■ **Required action**: From the records, pick out and copy each line containing "halo".

------------------------------------

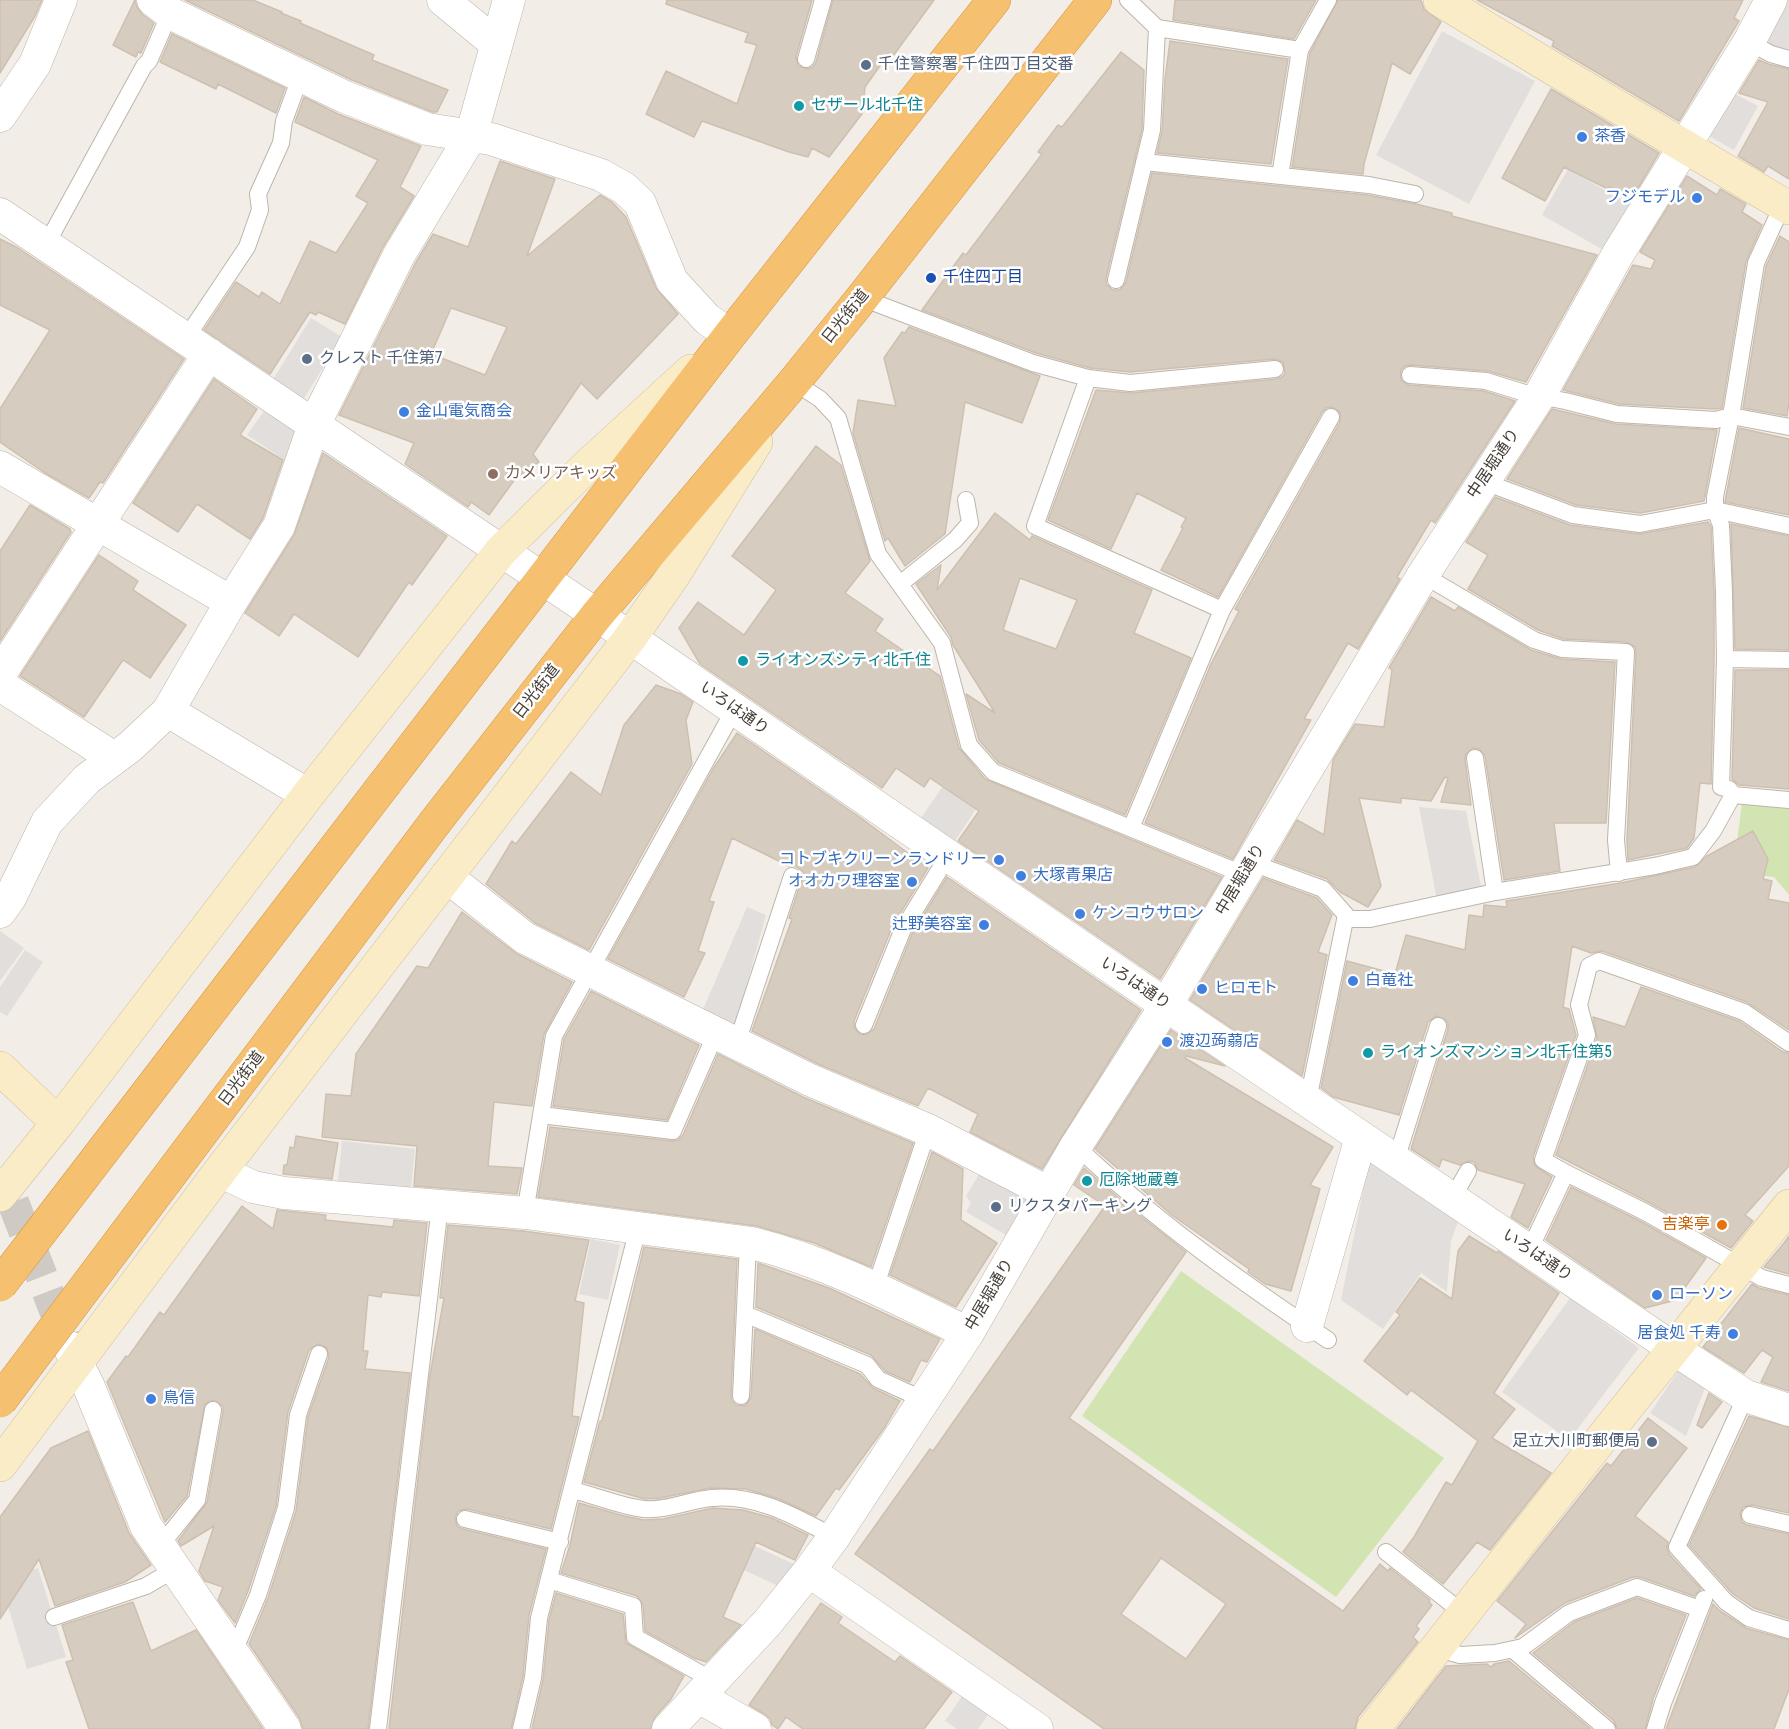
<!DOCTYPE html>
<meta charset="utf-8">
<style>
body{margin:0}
canvas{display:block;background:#f2eee7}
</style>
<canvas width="1789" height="1729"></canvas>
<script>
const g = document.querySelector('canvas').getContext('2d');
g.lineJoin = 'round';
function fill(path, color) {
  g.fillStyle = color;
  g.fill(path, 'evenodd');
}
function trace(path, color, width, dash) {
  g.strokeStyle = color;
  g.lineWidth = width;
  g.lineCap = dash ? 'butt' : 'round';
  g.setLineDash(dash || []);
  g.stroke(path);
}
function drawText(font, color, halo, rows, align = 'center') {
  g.font = font + ' "Roboto Condensed","Noto Sans JP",sans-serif';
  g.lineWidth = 5;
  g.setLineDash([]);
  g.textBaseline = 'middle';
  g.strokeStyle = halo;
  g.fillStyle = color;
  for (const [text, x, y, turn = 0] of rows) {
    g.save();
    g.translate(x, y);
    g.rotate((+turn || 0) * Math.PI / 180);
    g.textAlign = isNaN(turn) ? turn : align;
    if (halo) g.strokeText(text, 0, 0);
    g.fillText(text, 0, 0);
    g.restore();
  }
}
fill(new Path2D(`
 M1742,803l47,6v86l-15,-18 -41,-5z
 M1181,1271l263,187 -108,139 -254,-181z`), '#d1e4b2');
fill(new Path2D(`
 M1788,0h1v54l-16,-5 -5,-9z
 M1442,31l93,50 -66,123 -93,-49z
 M1733,93l25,13 -24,44 -25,-14z
 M1568,169l63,36 -26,46 -63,-36z
 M311,318l31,19 -39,63 -31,-19z
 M264,411l31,20 -10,29 -38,-25z
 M943,786l33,23 -21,32 -34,-23z
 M1419,807l47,4 16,80 -45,9z
 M747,907l19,8 -33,119 -34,-15z
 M0,931l24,17 -24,33z
 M25,950l18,12 -36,54 -7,-4v-25z
 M342,1141l73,8 -5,49 -73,-7z
 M1369,1161l89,61 -7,19 -4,51 -26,-19 -38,56 -42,-29z
 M981,1171l47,28 -22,36 -40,-23 5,-9 -5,-7z
 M591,1239l29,6 -12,55 -29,-6z
 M1570,1298l69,50 -70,92 -67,-48z
 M1679,1370l26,18 -19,48 -36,-23z
 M748,1543l46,21 -11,24 -46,-21z
 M38,1568l28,89 -39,12 -27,-89z
 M966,1690l26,19 -14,20h-21l-12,-8z`), '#e1dedb');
const building = new Path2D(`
 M0,0h42l-7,16 -35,57z
 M135,0l2,7 5,7 12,9 -13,30 -3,-1 -2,5 -23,-12z
 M185,0h68l29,12 -1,1 20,8 -1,2 74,32 -2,5 76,30 -11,22h-5l-80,-32z
 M667,0h145l-16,57 2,9 10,3 5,-2 3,-5 17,-62h101l-41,56 -4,-3 -24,34 -3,27 -33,43 -17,-9 -4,9 -19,-5 -87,-31 -8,16 -48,-23 20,-43 71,33 20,-59 -12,-3 3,-9 -82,-29z
 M1175,0h141l-22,39 -121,-19z
 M1338,0h83l3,9 17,13 -31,52 -18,-11 -28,101 -1,10 -71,-7 18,-114z
 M1477,0h266l-9,18 5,3 -60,100 -127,-75 2,-5z
 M172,34l113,54 -9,25 -58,-29 -2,5 -56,-27z
 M1170,41l118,18 -17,105 -114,-11 5,-22 3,-52z
 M1121,52l23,18 -2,59 -36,149v6l7,6h7l6,-8 26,-109 215,22 49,9 36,9v3l145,39 -71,127 -39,-11 -76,-6 -6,1 -4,4v10l8,5 75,6 31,10 -80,122 -4,-3 -34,57 3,2 -42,70 -10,-6 -44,76 7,1 -78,139 -88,-36 66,-159 28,-53 -4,-2 105,-187v-10l-9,-5 -5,1 -4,4 -104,185 -57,-27 22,-42 -2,-1 5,-9 -49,-25 -26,56 -63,-29 48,-130 35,3 145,-14 6,-2 3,-4 -2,-11 -9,-3 -144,13 -40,-4 -54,-15 -114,-43 41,-57 3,2 76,-101 -4,-2 20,-27 4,2z
 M1759,60l9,4 21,5v110l-21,-13 -4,6 -26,-16 30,-54 -29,-9z
 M1551,89l108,64 -28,47 -22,-13 -1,2 -44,-22 -19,34 -43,-23z
 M304,97l34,17 83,32 -21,41 14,9 -31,51 -38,77 -27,-12 -2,3 -6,-3 -40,62 -66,-44 32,-48 23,15 3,-5 18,12 30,-63 26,12 32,-50 -12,-7 22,-36 -83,-38z
 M500,161l55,18 -28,77 73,-61 12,7 14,15 30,71 22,26 -81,85 -16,-16 -48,71 6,8 -24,17 -26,36 -18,-13 -3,5 -63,-43 9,-21 -75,-28 76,-151 18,-30 35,13zM451,308l56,19 -22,48 -54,-21z
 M1687,176l30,19 3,-6 26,15 -4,8 20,13 -16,36 -24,147 -7,1 -96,-5 -56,-14 70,-125 18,4 4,-9 -15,-8z
 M1780,236l9,6v160l-2,14 -44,-8 23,-142z
 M0,239l18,9 166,111 -81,124 -3,-1 -11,16 -44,-25 -45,-31v-33l50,-79 -50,-25z
 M909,327l131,49 -18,47 -57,-21 -20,132 -40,32 -17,-28 -3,3 -32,-108 5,-33 38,6 -12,-48 18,-26 3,1z
 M214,379l43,30 -17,26 43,25 -20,58 -13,21 -53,-35 -19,28 -45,-29z
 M1552,409l64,15 101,6 -13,71 -64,12 -64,-8 -69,-26z
 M1739,428l50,11v76l-64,-13z
 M816,446l25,19 29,96 -25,32 38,26 -8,12 65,45 19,72 26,31 237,98 -62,102 -202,-138 21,-30 -49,-33 -6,9 -28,-19 -14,20 -182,-124 -21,-36 19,-26 46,33 32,-45 -44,-34z
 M323,453l124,83 -35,49 -3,-3 -51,75 -64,-43 -15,22 -34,-23 49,-78z
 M1495,497l75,28 69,9 69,-12 3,5 3,65v67l-3,125 -11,-1 -6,55 -7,10 -59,12 -1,-20 9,-187 -1,-6 -9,-5 -62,-3 -26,-9 -70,-41 20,-34 -22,-13z
 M30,505l40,24 1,3 -71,109v-90z
 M995,513l35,27 2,-4 120,54 -18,43 57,25 -66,157 -126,-52 -20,-23 -13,-46 29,19 -42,-68 -2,-8 -35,-53 25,-19 -4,25zM1020,578l57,22 -21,49 -53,-19z
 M1731,524l58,12v114l-54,-1z
 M99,555l39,26 -5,9 53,35 -36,53 -27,-18 -39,57 -64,-41z
 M1431,597l24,14 3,-4 73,43 30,9 54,3 -9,161h-52l6,48 -56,9 -19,-124 -6,-7 -6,-1 -7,6 -1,5 6,46 -30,-3 7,-24 -3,-1 -14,24 -30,-3v5l-42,-5 22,88 -13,21 -28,-15 -13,-13 -53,-19 23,-40 27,15 9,-75 22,-36 29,3 8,-57 -3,-2z
 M1735,670h54v119l-50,-4 -7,-6z
 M656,685l25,9 12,8 -7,18 6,44 -103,186 -54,-27 -49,-39 26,-43 4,3 55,-72 30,23 23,-70z
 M737,733l124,85 67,50 -35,57 -39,96v6l6,7 6,1 8,-6 38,-95 35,-57 194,133 -99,159 -72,-37 8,-18 -50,-26 -10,18 -100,-42 -66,-33 40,-112 -3,-1 15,-45 -8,-7h-7l-57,-28 -23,63 5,1 -16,49 7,2 -21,44 -76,-38 105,-190z
 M1753,831l15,28 -5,20 9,2 -4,18 21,4v127l-42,-28 -145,-51 -11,2 -19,-7 -9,61 6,2 7,26 -43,122 2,9 17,11 -24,51 -17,-11 14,-33 -47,-14 -4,-8 -5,-1 -9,4 -18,-6 -3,8 -28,-18 37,-120v-6l-3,-4 -9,-3 -8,6 -29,93 -66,-18 -12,-9 26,-127 48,13 11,-39 59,15 4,-35 14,2 1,-12 23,2 -1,-6 115,-18 74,-16 12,-11z
 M1263,878l54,20 15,17 -14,37 9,3 -25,121 -112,-76z
 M462,912l55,42 55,28 -28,52 -12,72 -38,-4 -6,64 34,2 -5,26 -103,-8 3,-40 -95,-9 4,-43 25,2 5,-42 61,-88 11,2z
 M1641,987l98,34 44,31 6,1v113l-44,49 8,6 -22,27 -81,-45 -94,-48 41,-117 -4,-21 32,10z
 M591,991l108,54 -32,75 -114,-14 11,-67z
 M1171,1030l54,36 -39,-10 -1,2 148,89 -23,38 10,4 -29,102 -26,-7 -17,-12 1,-3 -76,-53 -78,-67z
 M718,1054l85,43 110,46 -42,124 -57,-24 -57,-17 -219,-29 12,-70 122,14 6,-1 5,-5z
 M296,1136l42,7 -6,36 -49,-5 1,-9h3l3,-18 4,1z
 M932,1152l31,17 -2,51 36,23 -41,64 -66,-32z
 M1084,1168l45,39 57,45 -117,166 274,193 37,-47 8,7 2,-3 40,32 -1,2 3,3 -16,21 3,3 -6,8 5,5 -60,75 -3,12h-251l-249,-175 75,-105 3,2 172,-245 -31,-21zM1161,1558l65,46 -40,55 -65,-45z
 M1571,1187l69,34 66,37 -30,42 -31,8 -99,-68z
 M242,1206l31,23 4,-19 49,5 -1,5 68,7 1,-7 33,3 -8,73 -37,-4 -1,5 -13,-2 -5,56h5l-3,18 45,4 -42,356h-65l-3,-10 -51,-75 19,-46 28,-87 12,-94 21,-60 -2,-9 -9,-4 -9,6 -21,62 -12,94 -28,85 -13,32 -17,-23 5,-13 -18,-6 -6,-10 15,-45 -33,20 -3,-5 29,-39 16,-90v-6l-9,-6 -9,4 -18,92 -22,26 -58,-140 19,-26 2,1 32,-45 4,3z
 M448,1225l75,6 66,9 -14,61 9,2 -12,113 7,1 -28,112 -84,-20 -9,2 -3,6 2,9 6,3 83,20 -17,66 -6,61 -12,53h-122l41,-354 14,-77h-4z
 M1469,1236l28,17 1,-2 61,42 -65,100 21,16 -23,29 59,35 -61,77 -13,-8 -34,42 -40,-32 11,-15 32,-55 6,3 26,-44 -67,-51 -4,5 -43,-34 36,-46 -4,-3 24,-34 32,21 6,-48z
 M1789,1236v38l-25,-7 20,-24z
 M644,1247l93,12 -6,137 1,5 4,4 9,1 6,-9 4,-68 105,45 13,14 27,13 -15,26 -46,63 -3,-2 -20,28 -37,-17 -33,-10 -35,-1 -51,10 -15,1 -61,-17 16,-61h2z
 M758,1263l71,25 111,51 -13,23 -6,-2 -11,22 -25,-11 -14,-16 -115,-48z
 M1752,1284l7,4 30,7v96l-28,-9 12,-25 -11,-7 -18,23 -41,-26z
 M1709,1393l13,9 -20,26 -5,-3z
 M1749,1416l40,11v86l-37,-8 -9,2 -3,6 2,9 5,3 42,9v85l-35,-11 -21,-14 -44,-49z
 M1648,1418l39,30 -52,68 33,26 -1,6 2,6 32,35 -7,7 -54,-19h-7l-68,26 -50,35 11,-14 -29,-23 105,-132 5,-6 4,3z
 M88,1431l41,102 22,32 -26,17 -70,24 -16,-47 -39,60v-102l51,-69z
 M579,1503l45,13 20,4 19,-1 50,-11 30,2 29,8 36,17 -13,25 -39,-18 -33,75 18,8 -35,37 -12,-4 -49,-27 -2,-26 -6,-9 -76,-23 9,-28z
 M556,1593l67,21 3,29 58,33 -13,23 -16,18 -4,12h-119l11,-49 6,-60z
 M1637,1598l49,17 -33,84 -8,30h-28l-3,-8 -81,-68 41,-31z
 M133,1602l18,49 45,-21 67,99h-174l-23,-67 7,-2 -11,-35z
 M821,1603l21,14 -4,6 57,39 5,-6 52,36 -28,37h-121l-17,-12 -8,12 -6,-4 -2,-6 -6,-5 -15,-9z
 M1713,1604l7,7 26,17 43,12v49l-15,40h-108z
 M1509,1661l82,68h-194l49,-63 41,-2 4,3 3,-3z`);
fill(building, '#d6ccc0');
trace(building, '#cec0b0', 1.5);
trace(new Path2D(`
 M13,1202l55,142`), '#cfcbc4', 32, [32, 16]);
const lane = new Path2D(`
 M1157,28l143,22
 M1749,42l22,12 18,5
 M806,59l17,-59
 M1144,162l225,23 46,9
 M1280,176l20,-126 28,-50
 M1783,204l-27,59 -25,153 -16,81v13l6,15 3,67 1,67 -4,128 8,2 4,6 56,5
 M46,245l98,-179 5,-5 21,-48
 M1116,280l36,-150 5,-102 -29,-28
 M862,298l171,65 55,15 42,5 145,-14
 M186,338l61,-91 13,-37 -2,-16 23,-51 3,-22 17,-46
 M1410,375l76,6 42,13 37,7 52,13 99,6 15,-4 58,11
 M1088,378l-53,148 187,84
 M794,382l26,17 18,19 40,136 64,89 27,102 24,27 252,103
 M1482,481l91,34 67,9 75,-14 74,16
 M1423,575l111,65 28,9 64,3 -10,188 3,33
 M900,584l55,-44 15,-17 -4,-23
 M1725,659l64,1
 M1475,758l20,134
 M1131,828l91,-218 109,-193
 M1252,863l71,26 23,26 -38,185
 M1345,919h25l125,-27 160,-26 38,-9 20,-26 20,-36
 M864,1025l39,-96 45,-73
 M737,1043l55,-167
 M541,1115l132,16 43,-98
 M1076,1146c77,73 164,135 252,194
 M1396,1160l42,-134
 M1566,1173l-23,-13 44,-125 -8,-30 10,-39 10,-5 145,51 45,31
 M1452,1199l16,-28
 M525,1213l29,-177 180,-326
 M1529,1251l37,-78 79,39 117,66 27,7
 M875,1288l53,-158
 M745,1314l122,51 11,14 46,21
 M741,1396l7,-153
 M1746,1396l-69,151 49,55 23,16 40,12
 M572,1490c22,5 50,17 72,19 23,2 45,-9 68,-11 45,-4 84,19 122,39
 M1750,1515l39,9
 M465,1519l95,23
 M160,1546l37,-46 16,-90
 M1386,1552l77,61
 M549,1580l84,26 2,31 79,44
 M54,1617l92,-31 29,-17
 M1435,1648l25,7 35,-2 28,-6 46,-34 68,-26 63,22
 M1513,1650l94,79
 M233,1654l25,-59 28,-87 12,-93 21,-61
 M378,1729l62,-523
 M521,1729l12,-51 6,-60 99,-390
 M1655,1729l8,-26 41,-104`);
const street = new Path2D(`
 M153,0l17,13 175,84 82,32 64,10 110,36 23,13 16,15 32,78 35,38 23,16
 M443,0l52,43
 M0,116l35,-52 26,-64
 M0,214l597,401 569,390 520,352 60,39 43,14
 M0,467l231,135
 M0,674l209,-320
 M0,685l114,73
 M168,711l140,84
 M446,876l79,62 285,142 118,50 121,63
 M0,912l10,-14 37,-76 40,-43 44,-33 37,-35 63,-109 48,-76 35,-101 85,-170 72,-119 38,-136
 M220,1171l33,16 31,6 241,20 227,30c76,19 146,56 216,90
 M1307,1326l54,-189
 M69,1347l20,40 57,139 139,203
 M809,1571l228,158
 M699,1697l56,32
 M668,1729l99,-106 42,-52 25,-34 134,-204 108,-187 90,-141 257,-430 117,-180 78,-141 131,-212 22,-42`);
const secondary = new Path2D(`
 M1440,0l117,71 232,137
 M0,1068l58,55
 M0,1195l58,-72 250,-328 193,-244 85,-84 105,-96
 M0,1465l220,-294 410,-533 43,-62 83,-134
 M1373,1729l213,-271 203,-252`);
const highway = new Path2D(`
 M386,782l344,-447 264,-335
 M436,821l161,-206 197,-233 68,-84 233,-298`);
trace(lane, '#bdb5aa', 18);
trace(street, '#bdb5aa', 33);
trace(secondary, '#d0be98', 34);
trace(highway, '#d4943f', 34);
trace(lane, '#fff', 16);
trace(street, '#fff', 32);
trace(secondary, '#fbecc8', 33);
trace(highway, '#f5c06f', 33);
const highwayBridge = new Path2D(`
 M0,1285l386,-503
 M0,1401l436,-580`);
trace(highwayBridge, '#d4943f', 34, []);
trace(highwayBridge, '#f5c06f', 33);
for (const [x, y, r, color] of [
 [866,65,6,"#5c6f8a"],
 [799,106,6,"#0f9aa8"],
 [1582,137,6,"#3f7fe0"],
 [1697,198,6,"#3f7fe0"],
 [931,278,6,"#1a4fb4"],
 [307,359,6,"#5c6f8a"],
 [404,412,6,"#3f7fe0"],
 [493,474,6,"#8d6e63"],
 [743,661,6,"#0f9aa8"],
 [999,860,6,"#3f7fe0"],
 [1021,876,6,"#3f7fe0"],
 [912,882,6,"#3f7fe0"],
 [1080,914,6,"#3f7fe0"],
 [984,925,6,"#3f7fe0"],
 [1353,981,6,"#3f7fe0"],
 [1202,989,6,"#3f7fe0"],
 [1167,1042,6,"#3f7fe0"],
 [1368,1053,6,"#0f9aa8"],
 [1087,1181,6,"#0f9aa8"],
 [996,1207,6,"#5c6f8a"],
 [1722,1225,6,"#e8710a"],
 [1657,1295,6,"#3f7fe0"],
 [1733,1334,6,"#3f7fe0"],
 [151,1399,6,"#3f7fe0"],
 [1652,1442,6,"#5c6f8a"]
]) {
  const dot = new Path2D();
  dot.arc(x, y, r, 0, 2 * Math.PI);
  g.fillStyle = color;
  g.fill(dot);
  trace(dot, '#fff', 2);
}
drawText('16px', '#4e5e75', '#fff', [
 ["千住警察署 千住四丁目交番",878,65],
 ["クレスト 千住第7",319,359],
 ["リクスタパーキング",1008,1207],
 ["足立大川町郵便局",1640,1442,"right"]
], 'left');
drawText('16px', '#0d838f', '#fff', [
 ["セザール北千住",811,106],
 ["ライオンズシティ北千住",755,661],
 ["ライオンズマンション北千住第5",1380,1053],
 ["厄除地蔵尊",1099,1181]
], 'left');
drawText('16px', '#366cbe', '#fff', [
 ["茶香",1594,137],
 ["フジモデル",1685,198,"right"],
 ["金山電気商会",416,412],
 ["コトブキクリーンランドリー",987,860,"right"],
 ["大塚青果店",1033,876],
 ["オオカワ理容室",900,882,"right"],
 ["ケンコウサロン",1092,914],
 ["辻野美容室",972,925,"right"],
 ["白竜社",1365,981],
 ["ヒロモト",1214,989],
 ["渡辺蒟蒻店",1179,1042],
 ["ローソン",1669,1295],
 ["居食処 千寿",1721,1334,"right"],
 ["鳥信",163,1399]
], 'left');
drawText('16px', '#164399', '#fff', [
 ["千住四丁目",943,278]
], 'left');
drawText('16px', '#453e36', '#fff', [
 ["日光街道",846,317,-51],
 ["中居堀通り",1494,464,-56],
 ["日光街道",537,692,-52],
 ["いろは通り",734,709,35],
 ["中居堀通り",1241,880,-59],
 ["いろは通り",1135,984,34],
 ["日光街道",242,1079,-53],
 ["いろは通り",1537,1256,34],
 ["中居堀通り",990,1295,-60]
]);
drawText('16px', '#785e54', '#fff', [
 ["カメリアキッズ",505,474]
], 'left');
drawText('16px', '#c56008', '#fff', [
 ["吉楽亭",1710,1225]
], 'right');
</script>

------------------------------------

■ **Exercise answer**:
function drawText(font, color, halo, rows, align = 'center') {
  g.strokeStyle = halo;
    if (halo) g.strokeText(text, 0, 0);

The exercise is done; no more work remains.